Mientras caminábamos desde la estación de tren hasta el centro hablamos con un anciano que curiosamente nos aconsejó que leyéramos a un escritor que se había retirado a un convento en los Pirineos, que se había alejado de todo y se había dedicado a la meditación. Apunté el nombre pero lo he perdido al cambiar mis cosas en los bolsillos muchas veces. La casa de la tía Leoncia estaba cerrada por vacaciones, no éramos capaces de aceptarlo. Nos quedamos como niños rebeldes asomados a la verja, mirando con resistencia los muros y las ventanas, negándonos a aceptar la realidad de que la casa estaba cerrada. Queríamos impregnarnos de aquella presencia como fuera, sentir que estábamos allí, que nadie podía negarlo.
Dijimos : al menos compraremos las magdalenas en la misma tienda que las compraba Proust, dicen que todavía las hacen exactamente con el mismo procedimiento, que tienen el mismo sabor. Y justamente era miércoles y cerraban los miércoles. ¿Hay forma de tener peor suerte que nosotros? Había otras confiterías y había otras magdalenas. Pero no, no estaba abierta aquella en la que la tía Leoncia compró las magdalenas que iluminaron a Proust, que le alumbraron los secretos de la vida, la intensidad de la vida. Las magdalenas que demostraron que el cuerpo y el espíritu no están separados, que lo más externo se puede convertir en lo más profundo, que como dijo alguien no hay nada más profundo que la piel , que como puede decirse no hay nada más hondo que un sabor. Las magdalenas que abrieron las puertas de la memoria y del tiempo, como ya había sugerido hace siglos San Agustín en sus “Confesiones”.

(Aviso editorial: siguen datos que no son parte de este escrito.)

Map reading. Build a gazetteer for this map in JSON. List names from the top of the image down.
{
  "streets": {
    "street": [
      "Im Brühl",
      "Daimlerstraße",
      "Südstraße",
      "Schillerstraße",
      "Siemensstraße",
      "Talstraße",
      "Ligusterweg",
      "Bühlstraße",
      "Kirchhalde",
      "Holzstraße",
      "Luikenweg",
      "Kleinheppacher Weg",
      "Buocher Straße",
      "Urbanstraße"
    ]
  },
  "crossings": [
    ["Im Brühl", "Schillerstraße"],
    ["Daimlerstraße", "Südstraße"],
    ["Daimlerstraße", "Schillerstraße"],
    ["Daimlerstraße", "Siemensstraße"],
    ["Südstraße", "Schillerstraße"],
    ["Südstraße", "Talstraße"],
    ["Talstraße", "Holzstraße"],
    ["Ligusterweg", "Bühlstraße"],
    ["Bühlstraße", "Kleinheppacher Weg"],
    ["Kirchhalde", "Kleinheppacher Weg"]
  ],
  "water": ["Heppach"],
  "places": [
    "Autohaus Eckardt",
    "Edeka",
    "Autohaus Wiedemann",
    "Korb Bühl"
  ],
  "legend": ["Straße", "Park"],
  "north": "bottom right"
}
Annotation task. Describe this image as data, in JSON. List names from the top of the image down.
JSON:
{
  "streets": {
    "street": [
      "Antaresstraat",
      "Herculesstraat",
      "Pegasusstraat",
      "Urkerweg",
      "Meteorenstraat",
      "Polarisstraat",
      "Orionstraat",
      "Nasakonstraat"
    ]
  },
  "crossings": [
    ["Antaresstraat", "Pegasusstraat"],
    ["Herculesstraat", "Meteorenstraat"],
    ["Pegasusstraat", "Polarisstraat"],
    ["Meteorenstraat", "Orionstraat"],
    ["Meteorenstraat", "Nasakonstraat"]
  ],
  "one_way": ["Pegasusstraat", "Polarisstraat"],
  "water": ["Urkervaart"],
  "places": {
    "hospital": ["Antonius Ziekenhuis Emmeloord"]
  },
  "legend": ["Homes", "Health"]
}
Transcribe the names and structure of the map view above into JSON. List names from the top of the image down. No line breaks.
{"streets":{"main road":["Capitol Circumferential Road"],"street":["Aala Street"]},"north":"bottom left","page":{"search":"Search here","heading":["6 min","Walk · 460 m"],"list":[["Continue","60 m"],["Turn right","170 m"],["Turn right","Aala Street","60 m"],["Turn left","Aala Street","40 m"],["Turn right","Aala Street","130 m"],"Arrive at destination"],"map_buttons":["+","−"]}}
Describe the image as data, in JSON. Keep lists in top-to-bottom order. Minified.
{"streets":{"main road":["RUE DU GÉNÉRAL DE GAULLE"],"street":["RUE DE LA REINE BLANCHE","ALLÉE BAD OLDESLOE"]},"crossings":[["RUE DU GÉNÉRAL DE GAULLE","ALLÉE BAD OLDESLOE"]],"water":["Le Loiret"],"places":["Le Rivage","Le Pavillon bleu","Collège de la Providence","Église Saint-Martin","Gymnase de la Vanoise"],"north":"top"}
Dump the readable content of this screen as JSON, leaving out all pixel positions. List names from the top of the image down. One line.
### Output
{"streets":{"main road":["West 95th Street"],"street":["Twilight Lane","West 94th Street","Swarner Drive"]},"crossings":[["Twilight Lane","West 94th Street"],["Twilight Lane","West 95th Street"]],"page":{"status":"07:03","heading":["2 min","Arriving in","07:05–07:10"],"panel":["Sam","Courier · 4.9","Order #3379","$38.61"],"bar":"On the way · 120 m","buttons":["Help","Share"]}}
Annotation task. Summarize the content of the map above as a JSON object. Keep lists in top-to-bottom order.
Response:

Así dijo Proust : “Me estremecí, dándome cuenta de que pasaba algo extraordinario. Me había invadido un placer delicioso, aislado, sin saber por qué, que me volvía indiferente a las vicisitudes de la vida, a sus desastres inofensivos, a su brevedad ilusoria, de la misma manera que opera el amor, llenándome de una esencia preciosa; o más bien esta esencia no estaba en mí, sino que era yo mismo. Y no me sentía mediocre, limitado, mortal.(…) Todas las flores de nuestro jardín y las del parque del señor Swan y las ninfeas del Vivonne y las buenas gentes del pueblo y sus viviendas chiquitas y la iglesia y Combray entero y sus alrededores, todo eso, sale de mi taza de té” .
Pero estaba abierta la maravillosa iglesia que pintaba Elstir (el pintor impresionista de “En busca del tiempo perdido”) , que observaba desde todos los ángulos y con todas las impresiones, cuya aguja miraba flotar misteriosamente y sugerir cien vivencias diferentes, sutil e inmensa y obsesiva . Igual que aquella frase musical que Vinteuil repetía continuamente en su Sonata. Y la observamos con todas las sutilezas de la mirada, caracoleamos en torno a ella, le mendigamos vivencias y quisimos ser devotos proustianos mirándola. Nos llevamos su punta como un pájaro mágico que sobresale en lo alto de nuestra emoción, en el ápice de nuestro recuerdo.
Y al regreso otra vez vagamos por Chartres, por sus calles pintorescas y memoriosas, entre las casas con embutidos de madera y ventanas de visillos, entre los talleres de santos antiguos y las tabernas con sabor a secreto, entre las piedras y los silencios y los concilios de estatuas invisibles.